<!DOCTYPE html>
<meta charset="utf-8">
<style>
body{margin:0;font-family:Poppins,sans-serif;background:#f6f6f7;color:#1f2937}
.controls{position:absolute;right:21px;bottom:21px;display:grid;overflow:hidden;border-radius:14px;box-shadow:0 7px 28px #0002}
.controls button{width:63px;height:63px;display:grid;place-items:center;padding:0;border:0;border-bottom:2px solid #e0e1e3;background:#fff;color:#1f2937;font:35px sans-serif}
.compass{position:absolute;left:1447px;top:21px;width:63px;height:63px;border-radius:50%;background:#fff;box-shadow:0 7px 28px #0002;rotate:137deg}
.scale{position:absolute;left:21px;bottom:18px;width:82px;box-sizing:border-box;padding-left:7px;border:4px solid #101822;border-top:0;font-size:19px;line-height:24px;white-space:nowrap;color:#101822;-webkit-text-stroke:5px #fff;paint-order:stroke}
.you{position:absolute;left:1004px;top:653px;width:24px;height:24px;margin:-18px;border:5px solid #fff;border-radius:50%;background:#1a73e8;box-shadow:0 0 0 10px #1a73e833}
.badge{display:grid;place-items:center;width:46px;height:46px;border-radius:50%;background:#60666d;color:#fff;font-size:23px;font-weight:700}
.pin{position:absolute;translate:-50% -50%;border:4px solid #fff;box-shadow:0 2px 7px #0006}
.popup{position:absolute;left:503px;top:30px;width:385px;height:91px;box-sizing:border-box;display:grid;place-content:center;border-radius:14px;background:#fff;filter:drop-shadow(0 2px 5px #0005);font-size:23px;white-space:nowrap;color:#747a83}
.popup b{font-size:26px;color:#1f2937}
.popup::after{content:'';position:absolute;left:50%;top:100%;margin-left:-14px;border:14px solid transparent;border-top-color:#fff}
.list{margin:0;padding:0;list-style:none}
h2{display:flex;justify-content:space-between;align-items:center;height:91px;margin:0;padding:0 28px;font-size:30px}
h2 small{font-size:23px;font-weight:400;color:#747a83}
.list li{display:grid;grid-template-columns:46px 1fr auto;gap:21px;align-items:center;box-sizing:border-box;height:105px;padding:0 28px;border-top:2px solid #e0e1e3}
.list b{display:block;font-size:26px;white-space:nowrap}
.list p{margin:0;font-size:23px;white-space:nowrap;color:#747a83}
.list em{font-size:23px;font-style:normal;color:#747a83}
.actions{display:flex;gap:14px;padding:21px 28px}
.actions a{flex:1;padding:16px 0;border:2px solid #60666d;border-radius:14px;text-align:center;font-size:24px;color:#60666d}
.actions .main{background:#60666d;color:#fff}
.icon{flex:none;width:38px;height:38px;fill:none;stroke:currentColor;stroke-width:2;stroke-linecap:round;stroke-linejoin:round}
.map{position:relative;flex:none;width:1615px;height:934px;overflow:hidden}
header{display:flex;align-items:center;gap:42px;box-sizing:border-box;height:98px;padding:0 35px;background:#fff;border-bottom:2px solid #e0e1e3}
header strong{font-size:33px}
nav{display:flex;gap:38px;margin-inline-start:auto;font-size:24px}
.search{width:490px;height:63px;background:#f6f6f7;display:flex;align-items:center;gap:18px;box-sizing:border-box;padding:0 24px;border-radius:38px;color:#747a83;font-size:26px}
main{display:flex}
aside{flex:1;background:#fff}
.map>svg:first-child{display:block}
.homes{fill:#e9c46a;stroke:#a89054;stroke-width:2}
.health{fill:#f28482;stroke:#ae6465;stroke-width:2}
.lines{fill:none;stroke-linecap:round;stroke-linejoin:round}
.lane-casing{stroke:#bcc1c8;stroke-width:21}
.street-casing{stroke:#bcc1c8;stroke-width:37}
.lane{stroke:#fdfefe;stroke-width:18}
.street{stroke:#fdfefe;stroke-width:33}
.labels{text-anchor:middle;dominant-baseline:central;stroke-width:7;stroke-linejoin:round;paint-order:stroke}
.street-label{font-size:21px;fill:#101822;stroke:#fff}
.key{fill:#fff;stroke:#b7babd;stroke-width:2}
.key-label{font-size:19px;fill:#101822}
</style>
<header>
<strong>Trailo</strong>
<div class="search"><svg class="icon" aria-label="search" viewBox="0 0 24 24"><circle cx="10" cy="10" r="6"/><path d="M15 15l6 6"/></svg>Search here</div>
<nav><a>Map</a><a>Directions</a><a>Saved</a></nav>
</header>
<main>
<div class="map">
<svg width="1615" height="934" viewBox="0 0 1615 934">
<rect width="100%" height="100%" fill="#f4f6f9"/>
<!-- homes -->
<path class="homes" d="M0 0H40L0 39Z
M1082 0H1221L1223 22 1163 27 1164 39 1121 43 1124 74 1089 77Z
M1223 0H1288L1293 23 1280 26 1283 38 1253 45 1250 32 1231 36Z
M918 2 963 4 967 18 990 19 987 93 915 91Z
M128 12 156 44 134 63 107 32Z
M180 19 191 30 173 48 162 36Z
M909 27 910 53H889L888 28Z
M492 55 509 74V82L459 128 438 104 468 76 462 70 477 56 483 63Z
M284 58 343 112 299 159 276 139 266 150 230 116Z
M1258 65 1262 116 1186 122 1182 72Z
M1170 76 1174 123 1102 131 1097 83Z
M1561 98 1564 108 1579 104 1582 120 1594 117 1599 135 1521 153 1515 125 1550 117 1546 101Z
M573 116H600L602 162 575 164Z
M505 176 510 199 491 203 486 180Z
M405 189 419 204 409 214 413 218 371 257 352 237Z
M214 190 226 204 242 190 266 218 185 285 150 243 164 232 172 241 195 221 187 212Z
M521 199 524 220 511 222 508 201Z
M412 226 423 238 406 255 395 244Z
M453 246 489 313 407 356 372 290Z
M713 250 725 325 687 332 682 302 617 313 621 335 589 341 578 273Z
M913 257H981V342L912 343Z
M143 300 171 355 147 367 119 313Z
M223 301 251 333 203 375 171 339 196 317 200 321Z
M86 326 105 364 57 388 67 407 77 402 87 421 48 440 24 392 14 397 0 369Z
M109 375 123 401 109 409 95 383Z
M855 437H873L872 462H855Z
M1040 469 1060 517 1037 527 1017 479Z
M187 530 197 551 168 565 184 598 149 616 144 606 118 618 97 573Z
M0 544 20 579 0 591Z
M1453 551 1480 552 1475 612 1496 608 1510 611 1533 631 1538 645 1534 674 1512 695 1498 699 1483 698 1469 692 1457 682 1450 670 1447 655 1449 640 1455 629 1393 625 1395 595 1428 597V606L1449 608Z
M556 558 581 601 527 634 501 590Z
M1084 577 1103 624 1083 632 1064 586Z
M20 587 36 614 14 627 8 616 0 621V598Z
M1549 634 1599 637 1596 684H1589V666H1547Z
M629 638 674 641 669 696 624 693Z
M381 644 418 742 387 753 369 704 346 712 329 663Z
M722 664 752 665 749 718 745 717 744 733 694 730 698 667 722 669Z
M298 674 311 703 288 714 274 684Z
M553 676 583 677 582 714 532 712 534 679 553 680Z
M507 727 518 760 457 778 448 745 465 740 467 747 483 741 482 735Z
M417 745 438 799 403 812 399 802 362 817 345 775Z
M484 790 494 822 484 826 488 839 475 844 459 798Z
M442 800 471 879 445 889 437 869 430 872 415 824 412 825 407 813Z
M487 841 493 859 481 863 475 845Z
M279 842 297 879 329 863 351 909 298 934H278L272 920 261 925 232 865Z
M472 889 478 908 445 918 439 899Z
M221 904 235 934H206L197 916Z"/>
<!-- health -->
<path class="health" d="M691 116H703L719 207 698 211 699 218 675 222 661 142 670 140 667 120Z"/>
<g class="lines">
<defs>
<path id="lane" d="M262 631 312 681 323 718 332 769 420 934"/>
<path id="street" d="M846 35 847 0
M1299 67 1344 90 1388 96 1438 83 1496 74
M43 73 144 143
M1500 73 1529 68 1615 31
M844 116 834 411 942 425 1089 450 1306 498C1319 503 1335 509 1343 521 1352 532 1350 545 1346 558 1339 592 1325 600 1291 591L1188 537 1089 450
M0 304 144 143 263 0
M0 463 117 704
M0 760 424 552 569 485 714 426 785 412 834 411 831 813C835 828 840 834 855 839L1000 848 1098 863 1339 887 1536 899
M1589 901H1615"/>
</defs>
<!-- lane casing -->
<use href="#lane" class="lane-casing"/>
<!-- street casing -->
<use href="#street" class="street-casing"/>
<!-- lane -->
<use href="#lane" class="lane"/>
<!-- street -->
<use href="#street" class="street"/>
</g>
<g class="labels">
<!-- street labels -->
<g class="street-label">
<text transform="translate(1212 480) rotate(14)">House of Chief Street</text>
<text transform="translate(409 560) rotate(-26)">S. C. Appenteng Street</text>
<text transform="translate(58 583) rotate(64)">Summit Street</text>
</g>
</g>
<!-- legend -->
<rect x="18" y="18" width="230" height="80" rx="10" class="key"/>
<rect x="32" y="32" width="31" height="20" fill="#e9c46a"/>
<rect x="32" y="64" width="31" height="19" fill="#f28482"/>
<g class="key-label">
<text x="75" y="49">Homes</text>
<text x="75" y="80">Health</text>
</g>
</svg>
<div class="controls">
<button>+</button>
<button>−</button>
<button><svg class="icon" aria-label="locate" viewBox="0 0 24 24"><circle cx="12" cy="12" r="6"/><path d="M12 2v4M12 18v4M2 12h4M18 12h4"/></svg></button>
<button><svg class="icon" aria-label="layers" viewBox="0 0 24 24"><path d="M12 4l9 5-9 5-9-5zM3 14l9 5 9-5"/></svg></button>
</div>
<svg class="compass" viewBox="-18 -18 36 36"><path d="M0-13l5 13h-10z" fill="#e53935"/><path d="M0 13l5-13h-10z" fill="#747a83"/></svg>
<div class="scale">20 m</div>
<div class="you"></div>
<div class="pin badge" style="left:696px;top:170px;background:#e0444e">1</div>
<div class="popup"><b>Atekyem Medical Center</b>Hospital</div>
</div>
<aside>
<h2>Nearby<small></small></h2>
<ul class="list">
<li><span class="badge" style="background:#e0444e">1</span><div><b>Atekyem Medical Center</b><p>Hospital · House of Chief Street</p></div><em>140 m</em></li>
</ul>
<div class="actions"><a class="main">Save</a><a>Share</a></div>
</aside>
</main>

--

* _TASK PROMPT_:
Print the line containing "<!-- lane casing -->", then every line after it through the last line of the records, each exactly as written; nothing else belongs in the answer.

* _YOUR SOLUTION_:
<!-- lane casing -->
<use href="#lane" class="lane-casing"/>
<!-- street casing -->
<use href="#street" class="street-casing"/>
<!-- lane -->
<use href="#lane" class="lane"/>
<!-- street -->
<use href="#street" class="street"/>
</g>
<g class="labels">
<!-- street labels -->
<g class="street-label">
<text transform="translate(1212 480) rotate(14)">House of Chief Street</text>
<text transform="translate(409 560) rotate(-26)">S. C. Appenteng Street</text>
<text transform="translate(58 583) rotate(64)">Summit Street</text>
</g>
</g>
<!-- legend -->
<rect x="18" y="18" width="230" height="80" rx="10" class="key"/>
<rect x="32" y="32" width="31" height="20" fill="#e9c46a"/>
<rect x="32" y="64" width="31" height="19" fill="#f28482"/>
<g class="key-label">
<text x="75" y="49">Homes</text>
<text x="75" y="80">Health</text>
</g>
</svg>
<div class="controls">
<button>+</button>
<button>−</button>
<button><svg class="icon" aria-label="locate" viewBox="0 0 24 24"><circle cx="12" cy="12" r="6"/><path d="M12 2v4M12 18v4M2 12h4M18 12h4"/></svg></button>
<button><svg class="icon" aria-label="layers" viewBox="0 0 24 24"><path d="M12 4l9 5-9 5-9-5zM3 14l9 5 9-5"/></svg></button>
</div>
<svg class="compass" viewBox="-18 -18 36 36"><path d="M0-13l5 13h-10z" fill="#e53935"/><path d="M0 13l5-13h-10z" fill="#747a83"/></svg>
<div class="scale">20 m</div>
<div class="you"></div>
<div class="pin badge" style="left:696px;top:170px;background:#e0444e">1</div>
<div class="popup"><b>Atekyem Medical Center</b>Hospital</div>
</div>
<aside>
<h2>Nearby<small></small></h2>
<ul class="list">
<li><span class="badge" style="background:#e0444e">1</span><div><b>Atekyem Medical Center</b><p>Hospital · House of Chief Street</p></div><em>140 m</em></li>
</ul>
<div class="actions"><a class="main">Save</a><a>Share</a></div>
</aside>
</main>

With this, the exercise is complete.